[Excerpts from a dataset]
↓↓↓
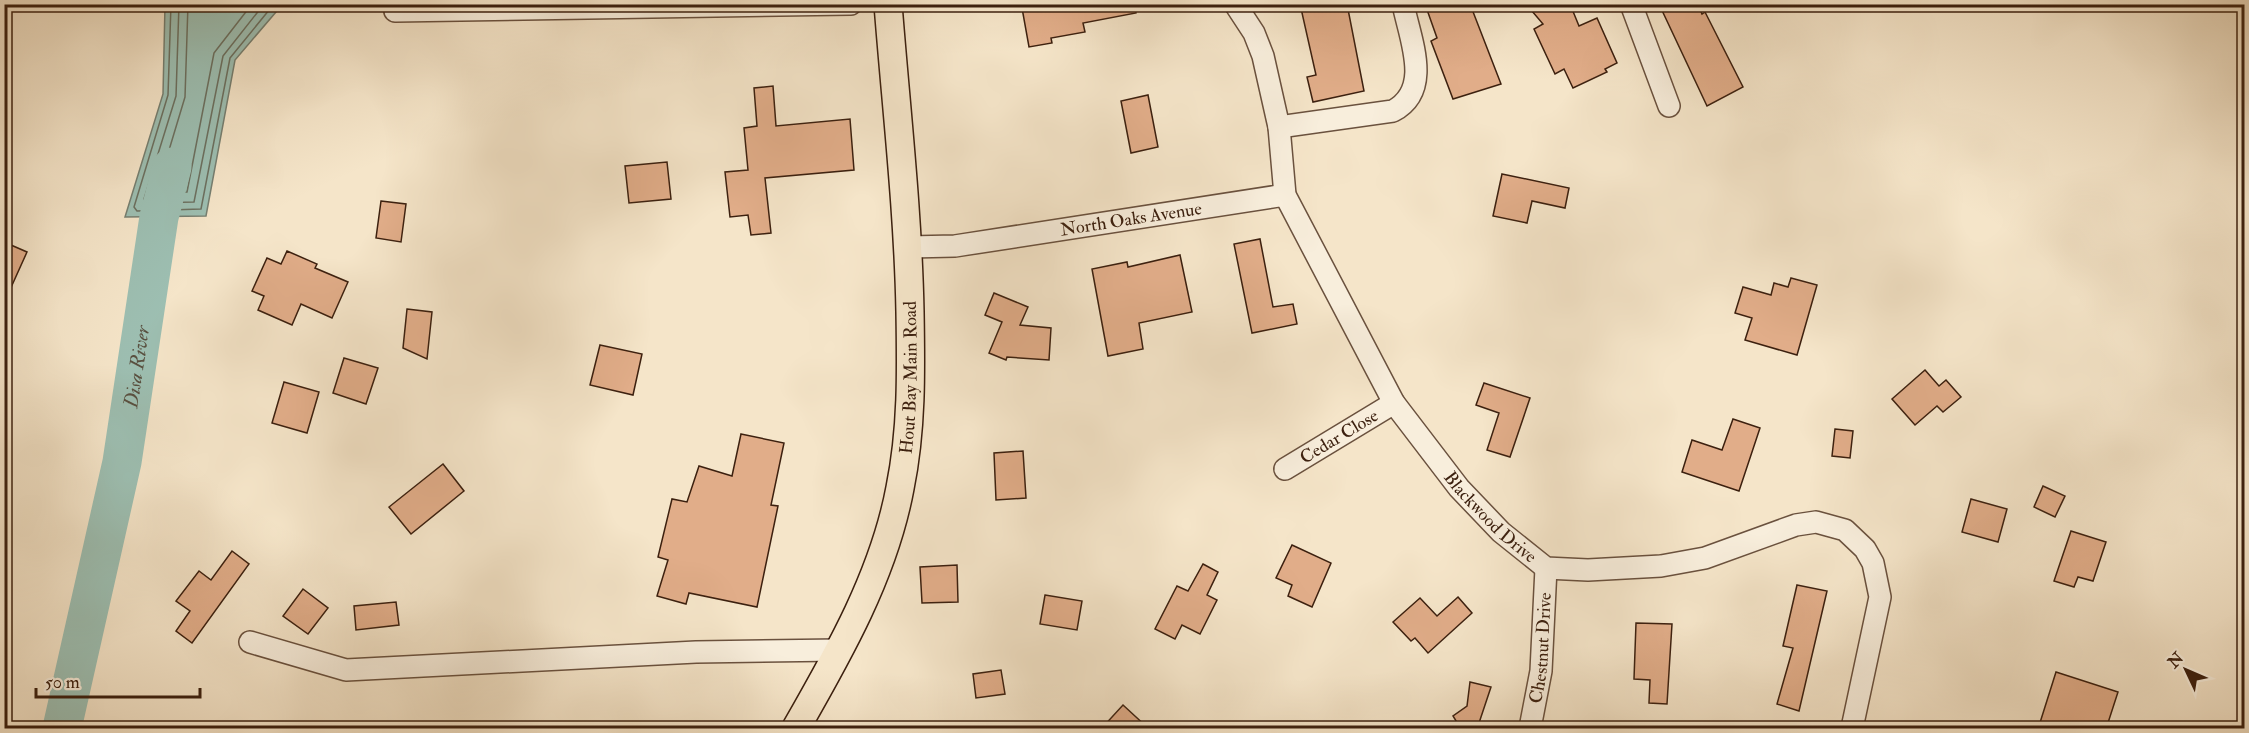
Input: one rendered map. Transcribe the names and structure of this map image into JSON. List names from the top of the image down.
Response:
{
  "streets": {
    "main road": ["Hout Bay Main Road"],
    "street": [
      "North Oaks Avenue",
      "Cedar Close",
      "Blackwood Drive",
      "Chestnut Drive"
    ]
  },
  "crossings": [
    ["North Oaks Avenue", "Hout Bay Main Road"],
    ["North Oaks Avenue", "Blackwood Drive"],
    ["Cedar Close", "Blackwood Drive"],
    ["Blackwood Drive", "Chestnut Drive"]
  ],
  "water": ["Disa River"],
  "scale_bar": "50 m",
  "north": "top left"
}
↑↑↑
_PROBLEM TO SOLVE_
An exact reprint of the records above is required, with all pictures left out.

_TASK RESPONSE_
Input: one rendered map. Transcribe the names and structure of this map image into JSON. List names from the top of the image down.
Response:
{
  "streets": {
    "main road": ["Hout Bay Main Road"],
    "street": [
      "North Oaks Avenue",
      "Cedar Close",
      "Blackwood Drive",
      "Chestnut Drive"
    ]
  },
  "crossings": [
    ["North Oaks Avenue", "Hout Bay Main Road"],
    ["North Oaks Avenue", "Blackwood Drive"],
    ["Cedar Close", "Blackwood Drive"],
    ["Blackwood Drive", "Chestnut Drive"]
  ],
  "water": ["Disa River"],
  "scale_bar": "50 m",
  "north": "top left"
}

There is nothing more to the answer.